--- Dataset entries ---
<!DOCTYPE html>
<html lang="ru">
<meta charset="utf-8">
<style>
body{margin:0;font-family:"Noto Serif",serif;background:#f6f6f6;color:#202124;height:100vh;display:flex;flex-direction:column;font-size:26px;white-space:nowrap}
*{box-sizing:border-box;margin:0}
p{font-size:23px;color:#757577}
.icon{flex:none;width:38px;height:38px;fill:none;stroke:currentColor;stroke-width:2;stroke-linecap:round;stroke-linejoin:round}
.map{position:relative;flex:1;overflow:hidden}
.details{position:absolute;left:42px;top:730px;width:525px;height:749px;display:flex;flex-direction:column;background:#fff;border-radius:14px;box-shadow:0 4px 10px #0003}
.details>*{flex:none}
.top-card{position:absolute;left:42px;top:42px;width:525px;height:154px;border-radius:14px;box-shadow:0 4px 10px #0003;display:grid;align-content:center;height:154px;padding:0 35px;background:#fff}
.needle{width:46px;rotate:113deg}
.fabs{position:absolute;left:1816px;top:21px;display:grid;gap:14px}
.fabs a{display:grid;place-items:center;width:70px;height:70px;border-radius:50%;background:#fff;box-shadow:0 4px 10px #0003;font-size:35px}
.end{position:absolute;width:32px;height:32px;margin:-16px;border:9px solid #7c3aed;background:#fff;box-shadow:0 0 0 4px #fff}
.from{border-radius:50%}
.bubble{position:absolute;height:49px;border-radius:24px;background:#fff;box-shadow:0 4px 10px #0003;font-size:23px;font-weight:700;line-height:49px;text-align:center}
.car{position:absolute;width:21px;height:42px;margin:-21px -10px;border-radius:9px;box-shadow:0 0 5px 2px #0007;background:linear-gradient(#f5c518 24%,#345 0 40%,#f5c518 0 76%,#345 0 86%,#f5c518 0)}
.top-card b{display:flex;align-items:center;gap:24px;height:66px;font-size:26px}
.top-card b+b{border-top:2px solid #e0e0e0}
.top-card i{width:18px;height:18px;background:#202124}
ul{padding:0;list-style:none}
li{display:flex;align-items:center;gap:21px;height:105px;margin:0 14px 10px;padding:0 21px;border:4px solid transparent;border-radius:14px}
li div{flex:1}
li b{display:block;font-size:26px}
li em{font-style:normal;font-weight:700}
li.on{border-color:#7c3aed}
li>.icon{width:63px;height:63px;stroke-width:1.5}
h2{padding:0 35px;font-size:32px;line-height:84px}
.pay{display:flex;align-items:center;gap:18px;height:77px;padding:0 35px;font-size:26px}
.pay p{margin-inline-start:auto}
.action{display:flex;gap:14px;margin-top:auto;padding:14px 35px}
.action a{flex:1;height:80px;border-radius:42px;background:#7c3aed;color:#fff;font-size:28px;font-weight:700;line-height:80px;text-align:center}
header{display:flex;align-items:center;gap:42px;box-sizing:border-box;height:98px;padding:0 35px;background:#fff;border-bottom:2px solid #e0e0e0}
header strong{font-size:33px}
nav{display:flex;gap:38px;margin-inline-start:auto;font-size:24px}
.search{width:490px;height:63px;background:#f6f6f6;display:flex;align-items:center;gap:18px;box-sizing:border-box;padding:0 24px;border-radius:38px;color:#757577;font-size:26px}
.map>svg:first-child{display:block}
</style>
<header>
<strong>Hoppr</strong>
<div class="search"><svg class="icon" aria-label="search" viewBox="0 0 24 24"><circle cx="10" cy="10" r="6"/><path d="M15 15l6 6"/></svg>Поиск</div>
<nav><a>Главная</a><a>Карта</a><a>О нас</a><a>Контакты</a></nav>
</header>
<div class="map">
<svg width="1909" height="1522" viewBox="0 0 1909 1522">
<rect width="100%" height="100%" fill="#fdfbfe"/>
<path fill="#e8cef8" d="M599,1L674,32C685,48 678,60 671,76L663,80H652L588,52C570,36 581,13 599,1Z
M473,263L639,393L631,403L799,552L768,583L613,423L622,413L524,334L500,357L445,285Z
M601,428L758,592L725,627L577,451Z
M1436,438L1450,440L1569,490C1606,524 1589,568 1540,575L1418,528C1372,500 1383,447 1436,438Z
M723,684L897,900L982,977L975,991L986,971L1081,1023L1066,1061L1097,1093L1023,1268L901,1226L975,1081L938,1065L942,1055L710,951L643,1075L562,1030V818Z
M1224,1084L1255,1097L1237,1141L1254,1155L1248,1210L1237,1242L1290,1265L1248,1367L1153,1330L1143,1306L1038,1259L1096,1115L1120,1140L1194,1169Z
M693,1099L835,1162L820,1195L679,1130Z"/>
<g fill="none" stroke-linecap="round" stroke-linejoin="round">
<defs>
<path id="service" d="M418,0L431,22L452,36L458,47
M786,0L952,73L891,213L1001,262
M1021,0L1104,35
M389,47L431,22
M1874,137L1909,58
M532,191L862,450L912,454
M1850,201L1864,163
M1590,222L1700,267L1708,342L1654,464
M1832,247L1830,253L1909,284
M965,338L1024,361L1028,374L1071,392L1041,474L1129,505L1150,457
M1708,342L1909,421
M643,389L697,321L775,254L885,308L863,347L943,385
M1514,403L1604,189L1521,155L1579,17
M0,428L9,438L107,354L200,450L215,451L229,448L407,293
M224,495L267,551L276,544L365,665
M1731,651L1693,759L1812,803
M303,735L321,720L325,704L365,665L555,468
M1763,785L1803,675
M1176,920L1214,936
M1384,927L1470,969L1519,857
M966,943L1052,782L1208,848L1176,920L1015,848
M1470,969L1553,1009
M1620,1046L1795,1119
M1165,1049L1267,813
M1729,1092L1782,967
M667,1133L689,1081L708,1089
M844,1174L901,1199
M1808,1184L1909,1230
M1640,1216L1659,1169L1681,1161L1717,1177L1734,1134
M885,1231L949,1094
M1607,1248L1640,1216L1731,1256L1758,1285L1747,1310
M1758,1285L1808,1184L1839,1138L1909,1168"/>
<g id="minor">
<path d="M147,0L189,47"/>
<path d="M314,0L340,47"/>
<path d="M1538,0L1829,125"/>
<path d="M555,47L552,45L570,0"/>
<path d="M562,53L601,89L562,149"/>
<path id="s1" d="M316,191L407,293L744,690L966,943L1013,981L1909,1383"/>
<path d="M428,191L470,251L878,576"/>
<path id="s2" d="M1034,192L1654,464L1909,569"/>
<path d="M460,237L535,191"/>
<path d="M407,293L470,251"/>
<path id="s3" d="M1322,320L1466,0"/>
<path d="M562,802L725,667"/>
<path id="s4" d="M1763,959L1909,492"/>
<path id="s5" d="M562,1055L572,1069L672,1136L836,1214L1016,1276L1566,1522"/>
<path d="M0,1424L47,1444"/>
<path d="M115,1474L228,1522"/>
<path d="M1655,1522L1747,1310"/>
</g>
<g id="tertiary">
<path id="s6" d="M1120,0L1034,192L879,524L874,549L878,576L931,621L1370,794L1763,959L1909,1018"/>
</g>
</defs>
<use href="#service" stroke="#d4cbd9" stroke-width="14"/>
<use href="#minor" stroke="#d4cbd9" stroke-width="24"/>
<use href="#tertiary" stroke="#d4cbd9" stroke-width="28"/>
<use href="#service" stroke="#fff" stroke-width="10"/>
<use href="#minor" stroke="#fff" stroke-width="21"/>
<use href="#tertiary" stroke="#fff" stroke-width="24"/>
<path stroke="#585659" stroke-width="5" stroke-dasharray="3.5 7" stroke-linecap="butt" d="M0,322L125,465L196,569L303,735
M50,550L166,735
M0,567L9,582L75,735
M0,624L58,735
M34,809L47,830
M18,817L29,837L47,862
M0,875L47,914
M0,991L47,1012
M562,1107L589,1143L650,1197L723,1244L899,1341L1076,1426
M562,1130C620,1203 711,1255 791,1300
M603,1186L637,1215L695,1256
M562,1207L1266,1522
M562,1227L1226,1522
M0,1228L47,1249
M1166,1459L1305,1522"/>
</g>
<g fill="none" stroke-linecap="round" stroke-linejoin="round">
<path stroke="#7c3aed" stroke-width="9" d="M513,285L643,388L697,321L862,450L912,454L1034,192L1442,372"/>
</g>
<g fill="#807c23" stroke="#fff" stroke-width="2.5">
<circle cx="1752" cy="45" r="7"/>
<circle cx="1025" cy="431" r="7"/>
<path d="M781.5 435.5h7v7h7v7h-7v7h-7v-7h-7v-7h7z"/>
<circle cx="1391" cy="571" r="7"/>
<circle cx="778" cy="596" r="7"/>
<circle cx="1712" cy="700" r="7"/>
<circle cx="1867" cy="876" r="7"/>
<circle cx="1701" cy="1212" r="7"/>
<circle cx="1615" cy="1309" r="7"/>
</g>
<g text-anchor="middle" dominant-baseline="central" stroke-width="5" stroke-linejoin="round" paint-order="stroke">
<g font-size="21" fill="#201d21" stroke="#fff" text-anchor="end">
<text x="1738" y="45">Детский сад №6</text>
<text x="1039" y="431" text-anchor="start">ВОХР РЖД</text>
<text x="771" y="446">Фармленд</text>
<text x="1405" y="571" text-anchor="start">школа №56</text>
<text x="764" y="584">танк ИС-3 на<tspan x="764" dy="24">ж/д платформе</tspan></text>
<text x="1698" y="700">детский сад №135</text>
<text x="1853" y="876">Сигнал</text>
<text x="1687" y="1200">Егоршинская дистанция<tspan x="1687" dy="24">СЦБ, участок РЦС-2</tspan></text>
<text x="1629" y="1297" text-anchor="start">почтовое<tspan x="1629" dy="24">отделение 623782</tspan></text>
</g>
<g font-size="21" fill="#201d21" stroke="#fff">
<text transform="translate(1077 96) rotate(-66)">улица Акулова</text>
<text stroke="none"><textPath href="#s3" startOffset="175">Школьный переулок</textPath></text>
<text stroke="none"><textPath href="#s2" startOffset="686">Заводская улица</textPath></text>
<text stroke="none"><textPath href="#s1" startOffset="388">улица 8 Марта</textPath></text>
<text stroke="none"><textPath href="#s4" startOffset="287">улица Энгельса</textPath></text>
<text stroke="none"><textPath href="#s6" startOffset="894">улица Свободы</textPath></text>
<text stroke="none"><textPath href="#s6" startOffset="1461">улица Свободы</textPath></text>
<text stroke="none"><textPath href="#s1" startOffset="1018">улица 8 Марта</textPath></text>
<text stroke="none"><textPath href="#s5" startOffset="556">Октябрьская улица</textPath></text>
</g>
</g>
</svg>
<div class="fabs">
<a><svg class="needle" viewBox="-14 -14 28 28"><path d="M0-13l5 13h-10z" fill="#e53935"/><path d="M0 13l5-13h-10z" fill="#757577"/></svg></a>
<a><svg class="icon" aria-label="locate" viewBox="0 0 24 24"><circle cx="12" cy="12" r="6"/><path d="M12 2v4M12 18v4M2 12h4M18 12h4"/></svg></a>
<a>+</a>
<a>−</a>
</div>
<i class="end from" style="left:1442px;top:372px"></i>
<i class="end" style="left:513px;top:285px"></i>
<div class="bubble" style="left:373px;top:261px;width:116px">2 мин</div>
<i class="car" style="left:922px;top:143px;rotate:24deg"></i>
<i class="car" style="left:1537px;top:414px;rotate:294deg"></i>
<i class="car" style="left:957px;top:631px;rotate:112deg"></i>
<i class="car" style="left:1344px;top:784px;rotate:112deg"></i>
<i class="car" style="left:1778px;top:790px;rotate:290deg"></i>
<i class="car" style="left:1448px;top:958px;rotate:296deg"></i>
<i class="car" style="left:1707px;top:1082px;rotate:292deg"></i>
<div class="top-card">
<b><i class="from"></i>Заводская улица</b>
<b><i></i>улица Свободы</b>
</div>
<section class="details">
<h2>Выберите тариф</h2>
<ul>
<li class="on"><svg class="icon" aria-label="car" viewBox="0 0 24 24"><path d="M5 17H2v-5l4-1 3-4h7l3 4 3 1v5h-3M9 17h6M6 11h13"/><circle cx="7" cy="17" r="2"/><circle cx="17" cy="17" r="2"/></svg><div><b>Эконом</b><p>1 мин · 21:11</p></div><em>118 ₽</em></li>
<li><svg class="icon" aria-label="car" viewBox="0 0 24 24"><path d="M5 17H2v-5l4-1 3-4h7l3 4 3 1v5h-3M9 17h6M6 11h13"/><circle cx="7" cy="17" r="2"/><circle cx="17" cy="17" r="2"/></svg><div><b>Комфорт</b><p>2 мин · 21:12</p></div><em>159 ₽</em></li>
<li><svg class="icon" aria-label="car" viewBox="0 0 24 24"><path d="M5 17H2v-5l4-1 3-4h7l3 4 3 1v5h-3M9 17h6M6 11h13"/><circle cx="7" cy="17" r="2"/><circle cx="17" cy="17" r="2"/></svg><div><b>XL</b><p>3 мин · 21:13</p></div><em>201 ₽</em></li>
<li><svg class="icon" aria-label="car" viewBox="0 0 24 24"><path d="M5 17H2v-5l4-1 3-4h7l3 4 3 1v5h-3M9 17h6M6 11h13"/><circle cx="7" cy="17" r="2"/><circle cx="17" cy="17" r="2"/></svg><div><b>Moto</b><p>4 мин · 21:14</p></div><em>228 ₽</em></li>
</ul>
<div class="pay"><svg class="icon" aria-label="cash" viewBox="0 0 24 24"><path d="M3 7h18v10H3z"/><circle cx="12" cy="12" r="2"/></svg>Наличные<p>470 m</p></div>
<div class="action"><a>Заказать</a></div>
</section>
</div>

--- Problem requirements ---
Show every line of the records above that contains the word "fabs".

--- Answer area ---
.fabs{position:absolute;left:1816px;top:21px;display:grid;gap:14px}
.fabs a{display:grid;place-items:center;width:70px;height:70px;border-radius:50%;background:#fff;box-shadow:0 4px 10px #0003;font-size:35px}
<div class="fabs">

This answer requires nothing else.